Clara, decidida a no seguir mirando la anormal conducta de tal compañero, pues era propensa a experimentar arcadas con cualquier inmundicia que sus ojos contemplasen, volvió a concentrarse en los planos de su Proyecto Fin de Carrera, una vivienda multiforme con capacidad para variar su tamaño, en función de la cantidad de luz solar incidente y el grado de descarga que exhibiesen las baterías autónomas.

Al cabo de otro rato, su amiga Estefanía entró en el aula, saludando como las personas normales, y se dirigió hacia el ordenador más cercano al chico de antes. Éste, ni corto ni perezoso, levantó su vista del monitor al verla acercarse, depositándola ligeramente más baja de su cintura, justo en el momento en que ella le daba la espalda. – Desde luego – pensó Clara – si el cerebro estuviera ubicado en el culo, la telepatía se hubiera descubierto científicamente hace ya muchos años.

A ojo de buen cubero, transcurriría una media hora cuando, como si estuviera poseída por una furia titanoide, Estefanía recogió sus bártulos y se esfumó, abandonando el aula con una prisa sobrenatural mientras agitaba su mano derecha para remover un poco el aire de su alrededor. Extrañada, Clara volvió a su quehacer, pues el dichoso programa de CAD actuaba machistamente, impidiéndole diseñar con tanta eficacia como de costumbre.

¿Por qué no haría una cosa sencillita, como una nave industrial o el restaurante rotatorio de James Bond, en vez de martirizarme con una tarea de tales dimensiones? – se preguntó. Y todavía puedo dar gracias, porque en un principio tenía pensado realizar la Estación Espacial Alfa.

Buscó en su mochila algo azucarado que echarse a la boca, pues sabía a ciencia cierta que la glucosa es el alimento primordial para el cerebro, y un dulce a esas horas del día supondría todo un estímulo para su trabajo. Recordaba haber visto, entre el portaplanos pequeño y la cartuchera, unos pastelillos de chocolate que hábilmente había mangado a su hermano sin que éste se percatase. En el fondo, lo hacía por su bien, pues tanta glucosa no era bueno para su pequeño cuerpo. ¡Échale algo de sangre a tus venas, en vez de tanto azúcar! – solía advertirle.

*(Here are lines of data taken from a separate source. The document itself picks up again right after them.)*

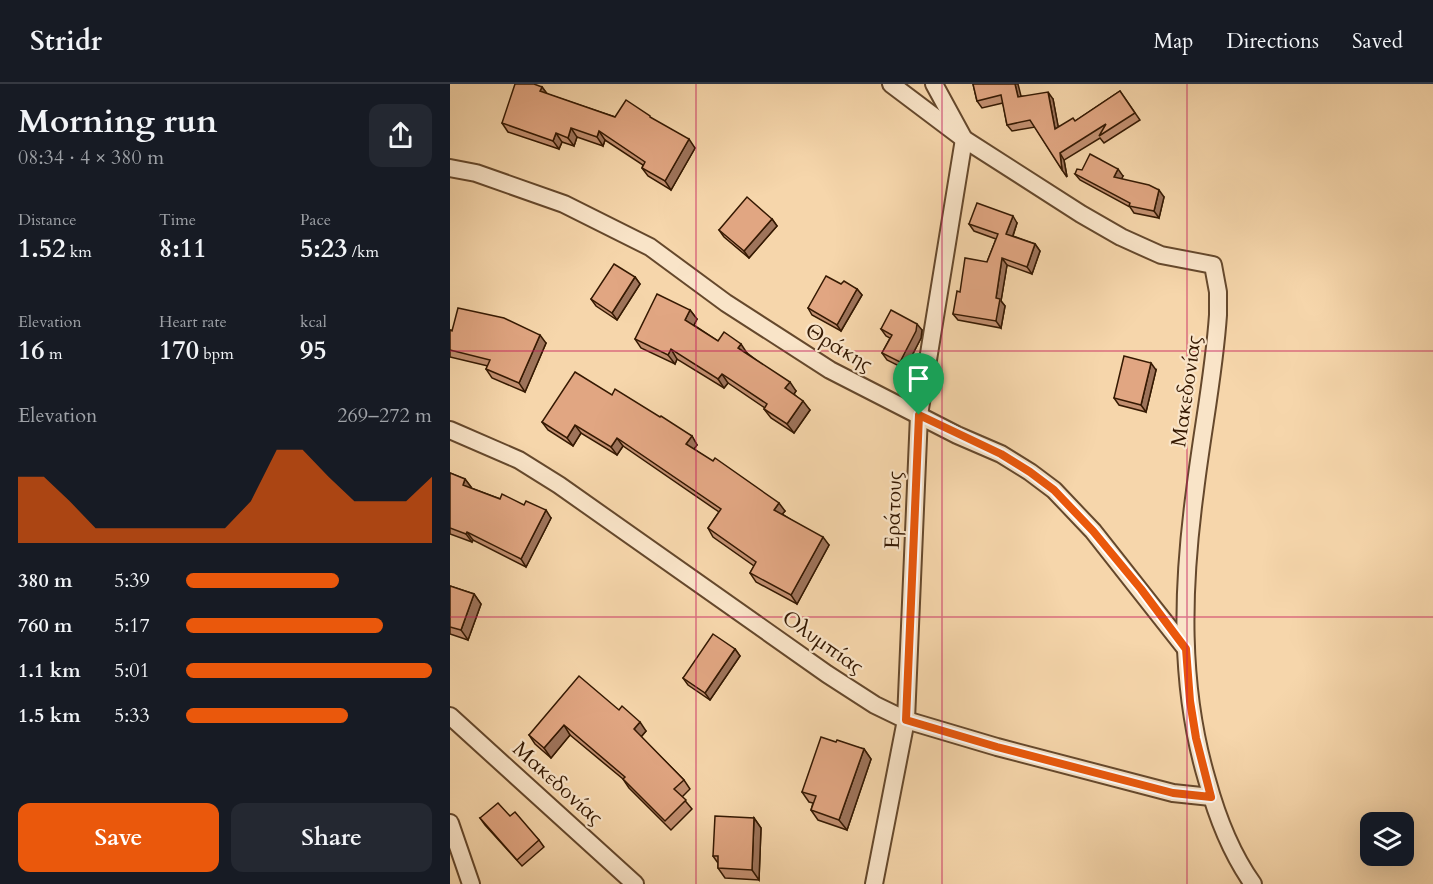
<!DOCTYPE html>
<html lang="en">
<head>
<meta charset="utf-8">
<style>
  body { margin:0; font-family:Cardo,serif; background:#242831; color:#f1f3f6; height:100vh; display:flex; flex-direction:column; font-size:22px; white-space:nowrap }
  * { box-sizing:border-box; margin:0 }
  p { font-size:20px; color:#9ea1a6 }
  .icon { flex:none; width:33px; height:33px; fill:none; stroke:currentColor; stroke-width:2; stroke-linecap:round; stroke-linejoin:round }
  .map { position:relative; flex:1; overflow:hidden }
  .details { display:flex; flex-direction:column; background:#171b24; width:450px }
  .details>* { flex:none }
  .controls { position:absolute; left:910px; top:728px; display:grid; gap:12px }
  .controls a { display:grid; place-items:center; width:54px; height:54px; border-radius:12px; background:#171b24; box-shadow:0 6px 24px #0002; font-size:30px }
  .pin { position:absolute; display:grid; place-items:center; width:51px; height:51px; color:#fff; margin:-62px -26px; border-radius:50% 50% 50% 0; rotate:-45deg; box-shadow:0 0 6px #0007 }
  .pin .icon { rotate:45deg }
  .round { display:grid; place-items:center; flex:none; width:63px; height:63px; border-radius:12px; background:#242831 }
  .head { display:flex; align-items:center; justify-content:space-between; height:102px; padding:0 18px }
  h1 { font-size:33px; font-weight:700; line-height:45px }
  .figures { display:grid; grid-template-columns:repeat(3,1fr); gap:9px; height:102px; padding:6px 18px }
  .figures div { display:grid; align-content:center }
  .figures b { font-size:26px; font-weight:700 }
  .figures small { font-size:16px; font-weight:400 }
  .figures p { font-size:16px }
  .chart { height:168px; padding:12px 18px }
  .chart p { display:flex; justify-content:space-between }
  .chart svg { width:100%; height:108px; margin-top:6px; fill:#ea580c; opacity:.7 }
  .cta { display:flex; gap:12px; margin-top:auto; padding:12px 18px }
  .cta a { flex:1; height:69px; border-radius:12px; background:#ea580c; color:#fff; font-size:24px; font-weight:700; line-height:69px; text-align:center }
  .cta a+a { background:#242831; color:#f1f3f6 }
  ul { padding:0 18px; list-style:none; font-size:20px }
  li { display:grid; grid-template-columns:96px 72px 1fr; align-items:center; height:45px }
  li i { height:15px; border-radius:8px; background:#ea580c }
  header { display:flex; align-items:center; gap:36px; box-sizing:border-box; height:84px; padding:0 30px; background:#171b24; border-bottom:2px solid #363941 }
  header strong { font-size:28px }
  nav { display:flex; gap:33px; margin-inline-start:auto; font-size:21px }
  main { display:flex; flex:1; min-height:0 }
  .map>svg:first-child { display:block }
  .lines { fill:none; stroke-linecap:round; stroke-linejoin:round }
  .street-casing { stroke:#65482c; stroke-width:20 }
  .street { stroke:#f9e4c8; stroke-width:16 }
  .wall { fill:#c28f70; stroke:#351902; stroke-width:1.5 }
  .shaded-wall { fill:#9e745b; stroke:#351902; stroke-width:1.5 }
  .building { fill:#e1a682; stroke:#351902; stroke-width:1.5 }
  .route-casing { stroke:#fff; stroke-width:12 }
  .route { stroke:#ea580c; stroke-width:8 }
  .grid { fill:none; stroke:#c2185b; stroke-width:1.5; stroke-opacity:0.55 }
  .labels { text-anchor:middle; stroke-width:4.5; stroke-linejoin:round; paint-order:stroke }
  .street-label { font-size:21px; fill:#351902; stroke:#f9e4c8 }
</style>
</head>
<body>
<header>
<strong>Stridr</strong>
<nav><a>Map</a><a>Directions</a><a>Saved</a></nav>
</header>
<main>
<section class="details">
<div class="head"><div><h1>Morning run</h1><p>08:34 · 4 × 380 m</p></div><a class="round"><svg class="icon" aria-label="share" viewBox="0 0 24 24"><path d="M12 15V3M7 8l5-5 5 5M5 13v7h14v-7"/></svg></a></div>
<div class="figures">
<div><p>Distance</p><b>1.52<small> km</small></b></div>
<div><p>Time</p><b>8:11</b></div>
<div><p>Pace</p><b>5:23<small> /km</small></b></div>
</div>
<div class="figures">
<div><p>Elevation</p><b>16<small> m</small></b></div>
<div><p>Heart rate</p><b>170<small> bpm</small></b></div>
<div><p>kcal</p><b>95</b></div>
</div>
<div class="chart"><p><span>Elevation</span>269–272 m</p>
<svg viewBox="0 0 160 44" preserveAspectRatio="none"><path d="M0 44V17L10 17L20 27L30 38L40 38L50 38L60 38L70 38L80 38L90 27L100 6L110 6L120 17L130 27L140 27L150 27L160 17V44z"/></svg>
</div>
<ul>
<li><b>380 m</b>5:39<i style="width:62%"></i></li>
<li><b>760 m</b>5:17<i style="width:80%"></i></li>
<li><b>1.1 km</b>5:01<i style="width:100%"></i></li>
<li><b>1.5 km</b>5:33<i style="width:66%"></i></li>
</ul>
<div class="cta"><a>Save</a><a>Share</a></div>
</section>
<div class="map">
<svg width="983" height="800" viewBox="0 0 983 800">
  <rect width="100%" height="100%" fill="#f6d6ab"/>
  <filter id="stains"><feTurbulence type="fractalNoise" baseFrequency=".00333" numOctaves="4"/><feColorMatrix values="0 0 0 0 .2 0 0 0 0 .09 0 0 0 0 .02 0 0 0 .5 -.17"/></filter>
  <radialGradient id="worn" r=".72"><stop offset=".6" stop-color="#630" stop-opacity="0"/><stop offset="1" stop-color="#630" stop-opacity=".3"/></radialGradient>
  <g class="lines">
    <g class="street-casing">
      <g id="street">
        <path d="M 441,0 L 514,55 L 631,130 L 671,153 L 711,171 L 763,181 L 768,208 L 768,231 C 764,290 752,348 745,407 C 732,504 729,602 757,696 C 767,733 781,769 803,800"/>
        <path d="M 0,84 L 26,89 L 114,120 L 200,163 L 276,219 L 380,286 L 507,351 L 551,370 L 580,388 L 604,406 L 643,447 L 736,565"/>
        <path d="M 0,346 L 69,376 L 109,401 L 377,590 L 425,621 L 456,636 L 547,663 L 723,709 L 761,713"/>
        <path d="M 0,632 L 185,800"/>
        <path d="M 0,739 L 21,800"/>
        <path d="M 424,800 L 456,636 L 469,331 L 514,55 L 484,0"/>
      </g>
    </g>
    <use href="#street" class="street"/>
  </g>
  <g class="wall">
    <path d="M 523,0 L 571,12 L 603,15 L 608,43 L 625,37 L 670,7 L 690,36 L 654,59 L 650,54 L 614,76 L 617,93 L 585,43 L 562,47 L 557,41 L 553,19 L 532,24 L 527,17 Z"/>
    <path d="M 92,3 L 97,10 L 165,33 L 202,35 L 245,64 L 221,106 L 198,92 L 192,84 L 193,81 L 155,56 L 153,62 L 127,53 L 124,62 L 112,58 L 109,65 L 58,48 L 52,39 Z"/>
    <path d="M 625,90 L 673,92 L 671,95 L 714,113 L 709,134 L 684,129 L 680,123 L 630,96 Z"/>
    <path d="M 322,135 L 327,142 L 299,174 L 274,153 L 269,146 Z"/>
    <path d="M 567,139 L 563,152 L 585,160 L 590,167 L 582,190 L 557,181 L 551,217 L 555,222 L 551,244 L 508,236 L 503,230 L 510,208 L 537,178 L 546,155 L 524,147 L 519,140 Z"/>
    <path d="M 185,193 L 190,200 L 167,236 L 146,222 L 141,215 Z"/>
    <path d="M 391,200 L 407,205 L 412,211 L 391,247 L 362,231 L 358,224 Z"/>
    <path d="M 240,226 L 247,235 L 244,241 L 268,257 L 297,269 L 346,307 L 344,310 L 360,326 L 344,349 L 321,334 L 314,325 L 315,324 L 278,299 L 274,304 L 227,275 L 225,280 L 191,264 L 185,255 Z"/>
    <path d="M 431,245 L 472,246 L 471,254 L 455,285 L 437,276 L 432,269 L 440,254 L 436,252 Z"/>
    <path d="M 0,246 L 96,259 L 75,308 L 42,294 L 36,285 L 38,282 L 0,273 Z"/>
    <path d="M 706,286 L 696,328 L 669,321 L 664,314 Z"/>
    <path d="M 162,311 L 242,352 L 247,361 L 244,365 L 335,427 L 332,430 L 379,461 L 347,520 L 306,498 L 300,489 L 304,482 L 263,453 L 258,444 L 269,428 L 173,362 L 167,371 L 131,349 L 123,362 L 98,346 L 92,338 Z"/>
    <path d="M 0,389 L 15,395 L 21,403 L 21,404 L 101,434 L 76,483 L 23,456 L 22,458 L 0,450 Z"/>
    <path d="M 0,502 L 24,510 L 31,520 L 18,556 L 0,550 Z"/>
    <path d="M 285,565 L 290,572 L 260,616 L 238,601 L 233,594 Z"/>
    <path d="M 169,626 L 196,647 L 191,653 L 234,696 L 240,705 L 232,713 L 242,725 L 221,746 L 179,704 L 173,695 L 120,651 L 101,674 L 85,660 L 79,651 Z"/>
    <path d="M 386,658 L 414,665 L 421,675 L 397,746 L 368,736 L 361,726 L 363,719 L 359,718 L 352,708 Z"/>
    <path d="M 60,732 L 89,756 L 94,763 L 72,782 L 35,741 L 30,734 Z"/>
    <path d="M 304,734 L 311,744 L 309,796 L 275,794 L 268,784 L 268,779 L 263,772 Z"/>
  </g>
  <g class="shaded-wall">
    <path d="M 565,0 L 568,0 L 573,20 L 568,13 Z"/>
    <path d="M 92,3 L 98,11 L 90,7 Z"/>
    <path d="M 598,8 L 603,15 L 610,52 L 605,45 Z"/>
    <path d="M 121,44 L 127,53 L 124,62 L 118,54 Z"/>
    <path d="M 149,47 L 155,56 L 153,62 L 147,53 Z"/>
    <path d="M 106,49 L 112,58 L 109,65 L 103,57 Z"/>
    <path d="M 239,55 L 245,64 L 221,106 L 215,97 Z"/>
    <path d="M 610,69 L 614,76 L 617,93 L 612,86 Z"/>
    <path d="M 668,85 L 673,92 L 669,100 L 664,93 Z"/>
    <path d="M 709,106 L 714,113 L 709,134 L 704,127 Z"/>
    <path d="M 563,132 L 567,139 L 561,157 L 556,150 Z"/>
    <path d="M 322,135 L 327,142 L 299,174 L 294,167 Z"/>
    <path d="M 585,160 L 590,167 L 582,190 L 577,183 Z"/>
    <path d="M 552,174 L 557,181 L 551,217 L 555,222 L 551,244 L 546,237 L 546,214 Z"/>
    <path d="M 185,193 L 190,200 L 167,236 L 162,229 Z"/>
    <path d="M 407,205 L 412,211 L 391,247 L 387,241 Z"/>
    <path d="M 240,226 L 247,235 L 242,245 L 235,236 Z"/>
    <path d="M 467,240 L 472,246 L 471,254 L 455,285 L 450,278 Z"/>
    <path d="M 90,251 L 96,259 L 75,308 L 69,299 Z"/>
    <path d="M 291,260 L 297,269 L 295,273 L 288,264 Z"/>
    <path d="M 221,265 L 227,275 L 225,280 L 218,271 Z"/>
    <path d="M 701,279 L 706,286 L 696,328 L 691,321 Z"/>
    <path d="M 272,290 L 278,299 L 274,304 L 268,295 Z"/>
    <path d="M 340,298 L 346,307 L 342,313 L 335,304 Z"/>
    <path d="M 353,317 L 360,326 L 344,349 L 337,340 Z"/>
    <path d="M 125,341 L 131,349 L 123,362 L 117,354 Z"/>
    <path d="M 242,352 L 247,361 L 242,368 L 236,360 Z"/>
    <path d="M 167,354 L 173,362 L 167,371 L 161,363 Z"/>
    <path d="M 15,395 L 21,403 L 19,410 L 13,401 Z"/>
    <path d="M 329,419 L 335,427 L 329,434 L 324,426 Z"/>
    <path d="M 96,426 L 101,434 L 76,483 L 71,475 Z"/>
    <path d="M 17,448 L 23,456 L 22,458 L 16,450 Z"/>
    <path d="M 373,453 L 379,461 L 347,520 L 341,511 Z"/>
    <path d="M 24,510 L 31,520 L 18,556 L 11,546 Z"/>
    <path d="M 285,565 L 290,572 L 260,616 L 255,609 Z"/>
    <path d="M 190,638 L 196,647 L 190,654 L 184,645 Z"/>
    <path d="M 114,641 L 120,651 L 101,674 L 94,664 Z"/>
    <path d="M 414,665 L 421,675 L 397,746 L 389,736 Z"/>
    <path d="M 304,734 L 311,744 L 309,796 L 302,786 Z"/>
  </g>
  <g class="building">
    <path d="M 65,0 L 84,0 L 92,3 L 90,7 L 165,33 L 176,16 L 200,32 L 200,33 L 239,55 L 215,97 L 192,84 L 195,78 L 149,47 L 147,53 L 121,44 L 118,54 L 106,49 L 103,57 L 52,39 Z"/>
    <path d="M 523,0 L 565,0 L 568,13 L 598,8 L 605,45 L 623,34 L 625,37 L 670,7 L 685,29 L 649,52 L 656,40 L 610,69 L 612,86 L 580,36 L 557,41 L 551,11 L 527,17 Z"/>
    <path d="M 640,70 L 668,85 L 664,93 L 699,101 L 709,106 L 704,127 L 679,122 L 680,119 L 625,90 L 627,85 L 632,86 Z"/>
    <path d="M 297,113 L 322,135 L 294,167 L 269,146 Z"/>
    <path d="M 527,119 L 563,132 L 556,150 L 585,160 L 577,183 L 552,174 L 546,214 L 550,215 L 546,237 L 503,230 L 507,207 L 510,208 L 515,174 L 537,178 L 548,150 L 519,140 Z"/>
    <path d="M 164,180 L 185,193 L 162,229 L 141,215 Z"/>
    <path d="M 376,192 L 391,200 L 394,197 L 407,205 L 387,241 L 358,224 Z"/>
    <path d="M 207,210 L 240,226 L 235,236 L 268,257 L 274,248 L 291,260 L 288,264 L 340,298 L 335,304 L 353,317 L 337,340 L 314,325 L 317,320 L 272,290 L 268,295 L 221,265 L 218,271 L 185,255 Z"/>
    <path d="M 8,224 L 54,234 L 90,251 L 69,299 L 36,285 L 40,276 L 0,266 L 0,246 L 2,247 Z"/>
    <path d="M 441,226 L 467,240 L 466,247 L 450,278 L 432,269 L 442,251 L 431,245 Z"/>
    <path d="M 674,272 L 701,279 L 691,321 L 664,314 Z"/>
    <path d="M 125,288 L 162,311 L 165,305 L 210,333 L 211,332 L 242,352 L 236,360 L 263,377 L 265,374 L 329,419 L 324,426 L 373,453 L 341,511 L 300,489 L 306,478 L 258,444 L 271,425 L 167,354 L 161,363 L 125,341 L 117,354 L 92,338 Z"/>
    <path d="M 0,389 L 15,395 L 13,401 L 50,415 L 52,410 L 74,421 L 76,417 L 96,426 L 71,475 L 17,448 L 16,450 L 0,444 Z"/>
    <path d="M 0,502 L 24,510 L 11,546 L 0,543 Z"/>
    <path d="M 263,550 L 285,565 L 255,609 L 233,594 Z"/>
    <path d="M 129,592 L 169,626 L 172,622 L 190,638 L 184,645 L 234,696 L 224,705 L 236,716 L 215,737 L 173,695 L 175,693 L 114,641 L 94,664 L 79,651 Z"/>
    <path d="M 371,653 L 386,658 L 387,656 L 414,665 L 389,736 L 361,726 L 366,712 L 352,708 Z"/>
    <path d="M 48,719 L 60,732 L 65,728 L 89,756 L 67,776 L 30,734 Z"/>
    <path d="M 265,732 L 304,734 L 302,786 L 268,784 L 268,772 L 263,772 Z"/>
  </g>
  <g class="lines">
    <g class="route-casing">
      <path id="route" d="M 469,331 L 551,370 L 580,388 L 604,406 L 643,447 L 691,505 L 736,565 L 740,617 L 746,654 L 761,713 L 723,709 L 547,663 L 456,636 Z"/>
    </g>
    <use href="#route" class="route"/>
  </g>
  <path class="grid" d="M 246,0 L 246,800M 492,0 L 492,800M 737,0 L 737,800M 0,267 L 983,267M 0,533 L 983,533"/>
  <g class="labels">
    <g class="street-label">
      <text transform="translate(389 263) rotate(31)" y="7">Θράκης</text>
      <text transform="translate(736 307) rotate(-82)" y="7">Μακεδονίας</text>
      <text transform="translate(443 426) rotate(-88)" y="7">Εράτους</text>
      <text transform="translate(373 558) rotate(35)" y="7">Ολυμπίας</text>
      <text transform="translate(108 699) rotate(42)" y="7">Μακεδονίας</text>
    </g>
  </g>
  <rect width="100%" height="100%" filter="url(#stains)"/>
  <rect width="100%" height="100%" fill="url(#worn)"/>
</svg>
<div class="controls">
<a><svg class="icon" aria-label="layers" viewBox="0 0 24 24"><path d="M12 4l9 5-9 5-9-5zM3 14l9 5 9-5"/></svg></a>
</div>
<div class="pin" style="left:469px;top:331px;background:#1e9e55"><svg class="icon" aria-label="arrive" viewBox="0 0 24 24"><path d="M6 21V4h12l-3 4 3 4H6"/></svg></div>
</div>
</main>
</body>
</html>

Desembaló ávidamente uno de ellos, mientras los jugos gástricos segregados por sus glándulas salivales inundaban su paladar, haciendo que el primer mordisco del pastelillo desapareciera tan rápidamente que engulló el resto de un solo bocado.

Fue la voz del chico la que sacó a Clara del ensimismamiento con el que contemplaba desde la ventana la copa de los árboles del jardín, haciéndola volver al mundo real:

– ¿Tienes más de esos?

– ¿Qué? – Parece mentira: si habla y todo.

– Que si te importaría darme uno – dijo mientras se le subían los colores al rostro.

– No, hombre, claro. Toma.

Una fugaz sonrisa de satisfacción iluminó sus ojos negros mientras desenvolvía el dulce, devorándolo como si le fuese la vida en ello, y aprovechando que tenía la boca llena de éste, farfulló:

– ¡Grafhias!

Clara pudo ver con claridad los trozos de bizcocho y chocolate entre la lengua y los incisivos del chaval, repugnándole la visión al tiempo que movía sus manos en respuesta a tal agradecimiento. Para no darle oportunidad alguna, volvió a su trajín e ignoró a semejante ejemplar.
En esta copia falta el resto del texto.